Sur la responsabilité pour faute du CHU de Toulouse :

2. En premier lieu, aux termes du premier alinéa de l'article L. 1142-1 du code de la santé publique : " Hors le cas où leur responsabilité est encourue en raison d'un défaut d'un produit de santé, les professionnels de santé mentionnés à la quatrième partie du présent code, ainsi que tout établissement, service ou organisme dans lesquels sont réalisés des actes individuels de prévention, de diagnostic ou de soins ne sont responsables des conséquences dommageables d'actes de prévention, de diagnostic ou de soins qu'en cas de faute. / (...). "

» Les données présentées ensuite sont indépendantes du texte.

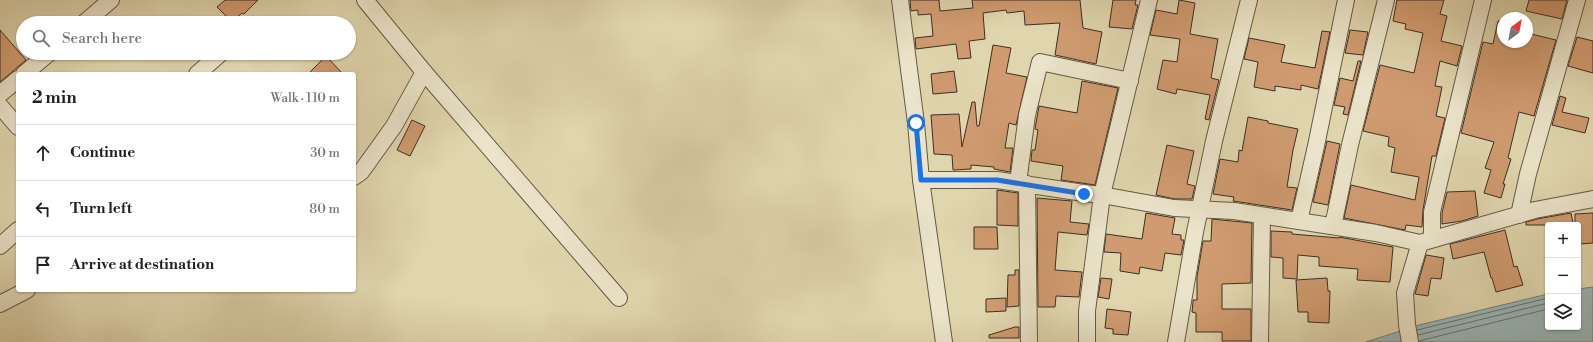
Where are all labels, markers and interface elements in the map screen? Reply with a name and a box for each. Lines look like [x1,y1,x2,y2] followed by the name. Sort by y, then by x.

3. Il résulte de l'instruction, et notamment des expertises des deux médecins ORL missionnés par le tribunal et la CCI, que l'intervention a été réalisée dans les règles de l'art par un chirurgien expérimenté, les allégations de Mme D... selon lesquelles elle l'aurait été par l'interne étant contredites par la production du rapport de l'infirmière. L'étirement des nerfs récurrents, auquel l'expert désigné par le tribunal a attribué la parésie des cordes vocales révélée par l'EMG du 29 janvier 2013, est qualifié par cet expert d'aléa thérapeutique qui n'aurait pu être évité ni par un monitoring en per-opératoire, ni par aucun examen pré-opératoire d'imagerie. Aucune négligence n'a été relevée dans la surveillance post-opératoire, la fixation au 17 avril 2012 de la visite post-opératoire n'a donné lieu à aucune observation, et la décision du chirurgien de ne pas prescrire à cette date d'examen complémentaire ou de rééducation a été approuvée par l'expert missionné par la CCI. Au demeurant, il ne résulte d'aucun élément du dossier qu'un commencement plus précoce de la rééducation aurait pu avoir une incidence sur la dysphonie, laquelle n'a jamais pu être améliorée. Enfin, les deux malaises sans gravité survenus dans les suites immédiates de l'intervention sont sans lien avec les préjudices invoqués. Par suite, la responsabilité pour faute du CHU de Toulouse dans la réalisation des actes de diagnostic et de soins n'est pas engagée.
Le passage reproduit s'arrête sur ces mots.